Merge pull request #135 from TogetherCrew/wip-134

[Analyzer] Adding a place to start the task discord analyzer ETL
TogetherCrew · May 6, 2024 · 026cd3e · 026cd3e
2 parents a947cd0 + c811b74
commit 026cd3e
Showing 1 changed file with 153 additions and 0 deletions.
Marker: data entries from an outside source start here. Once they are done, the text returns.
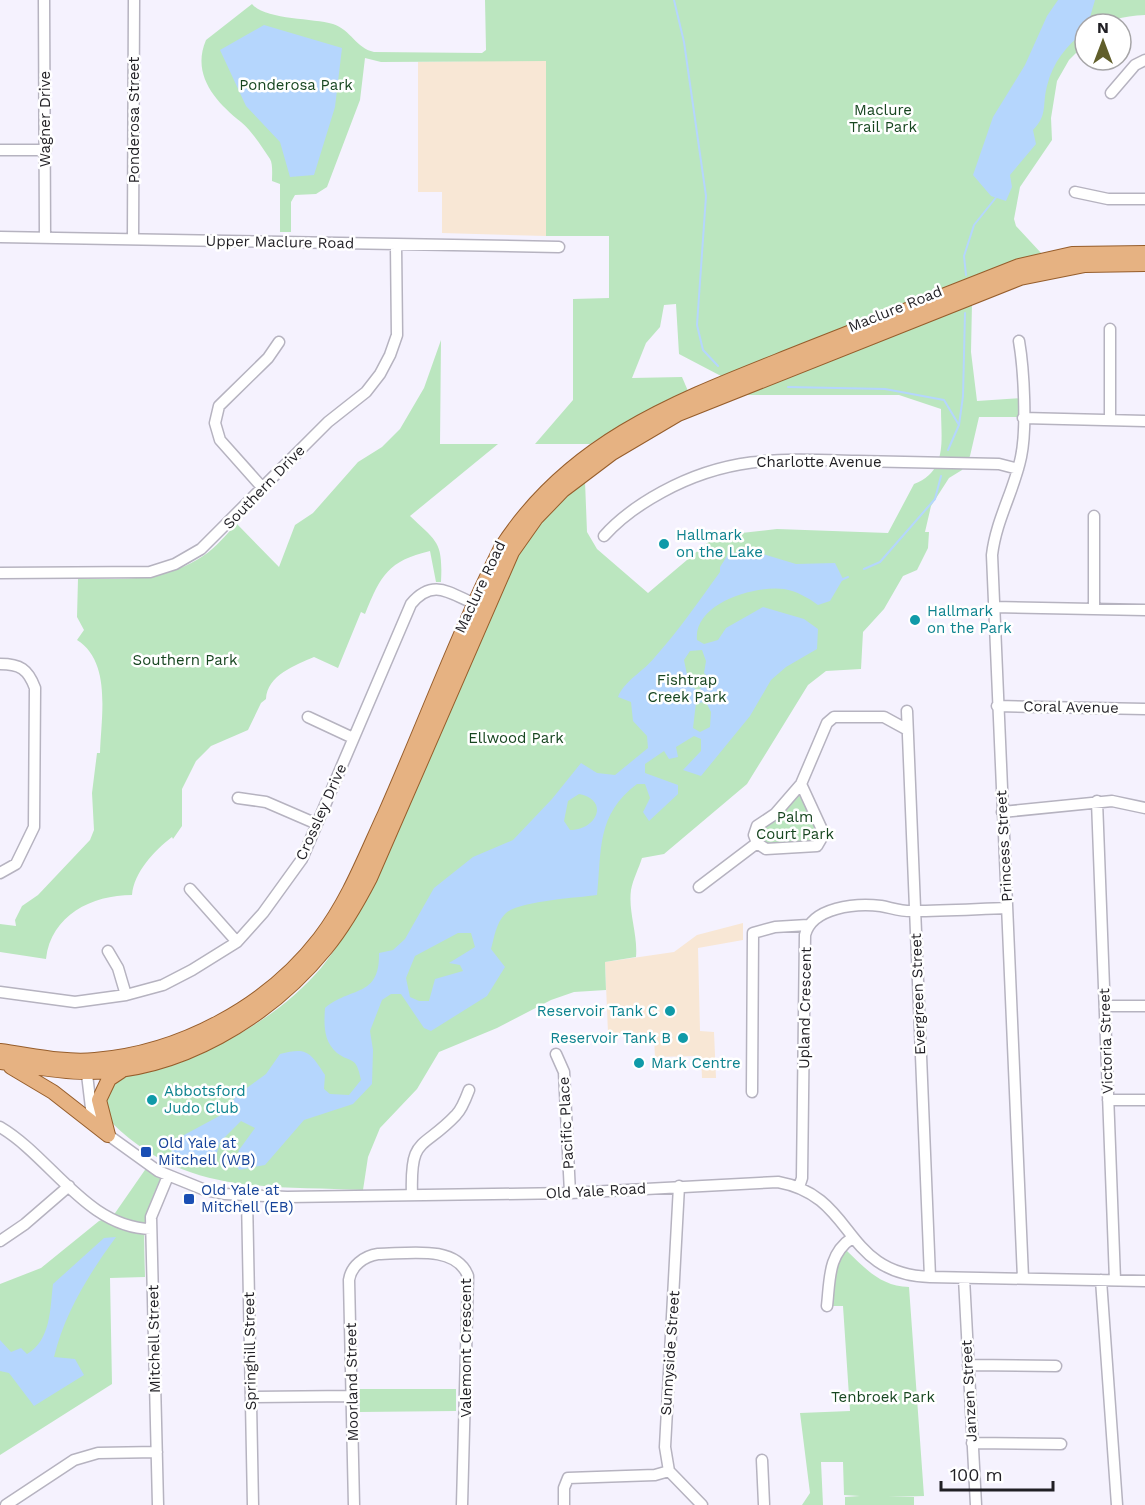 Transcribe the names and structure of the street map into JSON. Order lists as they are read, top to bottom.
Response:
{
  "streets": {
    "main road": ["Maclure Road"],
    "street": [
      "Wagner Drive",
      "Ponderosa Street",
      "Upper Maclure Road",
      "Charlotte Avenue",
      "Southern Drive",
      "Coral Avenue",
      "Crossley Drive",
      "Princess Street",
      "Evergreen Street",
      "Upland Crescent",
      "Victoria Street",
      "Pacific Place",
      "Old Yale Road",
      "Mitchell Street",
      "Valemont Crescent",
      "Springhill Street",
      "Sunnyside Street",
      "Moorland Street",
      "Janzen Street"
    ]
  },
  "crossings": [
    ["Wagner Drive", "Upper Maclure Road"],
    ["Ponderosa Street", "Upper Maclure Road"],
    ["Upper Maclure Road", "Southern Drive"],
    ["Maclure Road", "Crossley Drive"],
    ["Maclure Road", "Old Yale Road"],
    ["Charlotte Avenue", "Princess Street"],
    ["Coral Avenue", "Princess Street"],
    ["Princess Street", "Upland Crescent"],
    ["Princess Street", "Old Yale Road"],
    ["Evergreen Street", "Upland Crescent"],
    ["Evergreen Street", "Old Yale Road"],
    ["Upland Crescent", "Old Yale Road"],
    ["Victoria Street", "Old Yale Road"],
    ["Pacific Place", "Old Yale Road"],
    ["Old Yale Road", "Mitchell Street"],
    ["Old Yale Road", "Springhill Street"],
    ["Old Yale Road", "Sunnyside Street"],
    ["Old Yale Road", "Janzen Street"],
    ["Valemont Crescent", "Moorland Street"]
  ],
  "parks": [
    "Ponderosa Park",
    "Maclure Trail Park",
    "Southern Park",
    "Fishtrap Creek Park",
    "Ellwood Park",
    "Palm Court Park",
    "Tenbroek Park"
  ],
  "places": {
    "other": [
      "Hallmark on the Lake",
      "Hallmark on the Park",
      "Reservoir Tank C",
      "Reservoir Tank B",
      "Mark Centre",
      "Abbotsford Judo Club"
    ],
    "transit": ["Old Yale at Mitchell (WB)", "Old Yale at Mitchell (EB)"]
  },
  "scale_bar": "100 m",
  "north": "top"
}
diff --git a/dags/discord_analyzer_etl.py b/dags/discord_analyzer_etl.py
@@ -0,0 +1,153 @@
+# type: ignore
+# remove the above when all tasks were filled
+import logging
+from datetime import datetime
+
+from airflow import DAG
+from airflow.decorators import task
+
+with DAG(
+    dag_id="discord_analyzer_etl",
+    start_date=datetime(2024, 5, 1),
+    schedule_interval="0 2 * * *",
+    catchup=False,
+) as dag:
+
+    @task
+    def fetch_discord_platforms(**kwargs) -> list[dict[str, str | datetime | bool]]:
+        """
+        fetch discord platforms
+
+        Returns
+        ---------
+        platform_modules : list[dict[str, str | datetime | bool]]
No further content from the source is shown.